Хренодерский переполох - Андрианова Татьяна. Страница 23
— Ну? — вопросила хозяйка гостью строгим голосом стражника, поймавшего ловкого воришку за руку. — Чего дышишь, как пожарная лошадь? Если по делу, так говори сразу, а нет — нечего добрых людей от важных дел отвлекать. У самой небось ребенок дома сидит некормленый и муж без присмотра оставлен. Смотри, проведает ведьма и уведет твоего мужика. Он у тебя видный.
Алкефа судорожно вздохнула, схватила со стола кувшин холодного молока, выпила залпом и просипела оторопевшим от такого зрелища хозяевам:
— Там у ведьмы того…
— Чего — того? — еще больше нахмурилась Параскева, а у Панаса сердце гулко стукнуло, нервно подпрыгнуло и ухнуло куда-то в область пяток.
«Ну, все, — с тоской подумал он. — Проморгали ведьму. Вот и осиротели». И как в воду глядел.
— Ну, того… — неопределенно развела руками Алкефа, не находя слов для описания происшествия и оттого страшно тараща глаза.
— Ты толком говори, извергиня, — увещевала ее жена головы. — Чего того-то? Того-то оно разное бывает.
Алкефа примерно еще с минуту помучила хозяев неизвестностью, но потом собралась с силами и выдавила:
— Ухажер ентот Ликин ревнивый оказался — жуть. Не знаю, как проведал о том, что мы жениха Лике нашли, но меня чуть не задушил, а с ведьмою прямо не знаю, что сделал.
— Не знаешь, так и не говори, балаболка, — сказала, как отрезала, дородная супруга головы, а у самой внутри как-то неприятно захолодело.
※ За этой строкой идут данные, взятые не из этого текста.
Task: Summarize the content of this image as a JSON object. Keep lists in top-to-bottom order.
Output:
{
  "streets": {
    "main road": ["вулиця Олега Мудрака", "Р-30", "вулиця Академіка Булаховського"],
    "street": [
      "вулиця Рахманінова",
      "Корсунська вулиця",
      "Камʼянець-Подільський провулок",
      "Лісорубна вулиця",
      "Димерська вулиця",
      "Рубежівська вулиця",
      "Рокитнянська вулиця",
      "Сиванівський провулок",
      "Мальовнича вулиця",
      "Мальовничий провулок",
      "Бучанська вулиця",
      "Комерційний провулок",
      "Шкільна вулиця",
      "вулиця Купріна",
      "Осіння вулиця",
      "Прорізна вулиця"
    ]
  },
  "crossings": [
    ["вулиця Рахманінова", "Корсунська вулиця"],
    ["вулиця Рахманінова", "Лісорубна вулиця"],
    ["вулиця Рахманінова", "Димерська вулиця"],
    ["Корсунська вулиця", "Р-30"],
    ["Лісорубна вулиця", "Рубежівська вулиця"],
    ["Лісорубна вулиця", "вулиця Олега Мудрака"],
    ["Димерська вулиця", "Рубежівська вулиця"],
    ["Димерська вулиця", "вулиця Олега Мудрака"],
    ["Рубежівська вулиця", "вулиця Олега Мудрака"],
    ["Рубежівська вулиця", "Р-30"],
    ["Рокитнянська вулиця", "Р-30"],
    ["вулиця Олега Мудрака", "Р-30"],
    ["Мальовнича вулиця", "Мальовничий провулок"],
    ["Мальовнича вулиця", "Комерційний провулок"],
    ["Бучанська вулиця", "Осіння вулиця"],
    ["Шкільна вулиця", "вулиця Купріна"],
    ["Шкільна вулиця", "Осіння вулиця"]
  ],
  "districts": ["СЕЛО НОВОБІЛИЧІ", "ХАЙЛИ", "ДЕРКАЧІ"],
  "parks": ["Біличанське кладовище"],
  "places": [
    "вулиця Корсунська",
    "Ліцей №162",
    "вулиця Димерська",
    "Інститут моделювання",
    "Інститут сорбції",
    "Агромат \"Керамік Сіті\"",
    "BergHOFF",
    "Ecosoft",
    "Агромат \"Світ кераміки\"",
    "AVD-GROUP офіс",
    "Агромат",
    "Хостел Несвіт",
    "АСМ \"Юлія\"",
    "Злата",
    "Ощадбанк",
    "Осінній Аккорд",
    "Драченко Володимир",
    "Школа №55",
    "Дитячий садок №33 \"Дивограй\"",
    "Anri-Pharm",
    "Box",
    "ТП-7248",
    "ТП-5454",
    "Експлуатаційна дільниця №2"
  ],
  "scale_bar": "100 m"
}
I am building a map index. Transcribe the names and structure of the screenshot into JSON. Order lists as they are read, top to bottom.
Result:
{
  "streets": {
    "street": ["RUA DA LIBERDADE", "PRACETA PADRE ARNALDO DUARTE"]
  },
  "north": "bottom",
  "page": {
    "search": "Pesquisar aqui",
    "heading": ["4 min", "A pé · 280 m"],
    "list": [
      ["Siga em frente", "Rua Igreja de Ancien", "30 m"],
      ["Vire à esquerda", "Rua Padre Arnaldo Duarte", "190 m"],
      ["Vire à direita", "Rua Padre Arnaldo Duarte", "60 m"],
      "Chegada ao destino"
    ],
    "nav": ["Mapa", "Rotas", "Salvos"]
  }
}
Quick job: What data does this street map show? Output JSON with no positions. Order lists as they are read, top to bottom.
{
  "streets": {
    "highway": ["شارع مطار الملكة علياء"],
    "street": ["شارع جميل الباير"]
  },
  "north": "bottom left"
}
Неужели из-за их стремления помочь одинокой девице ее странный поклонник побил бедняжку, а может, и того хуже? Ведьма ни за что не простит Хренодеркам такого скандала. А если она к тому же любит этого страшилу? Как говорится, любовь зла… Пораженная своим открытием Параскева нервно сглотнула и словно во сне вручила опешившему мужу свою скалку.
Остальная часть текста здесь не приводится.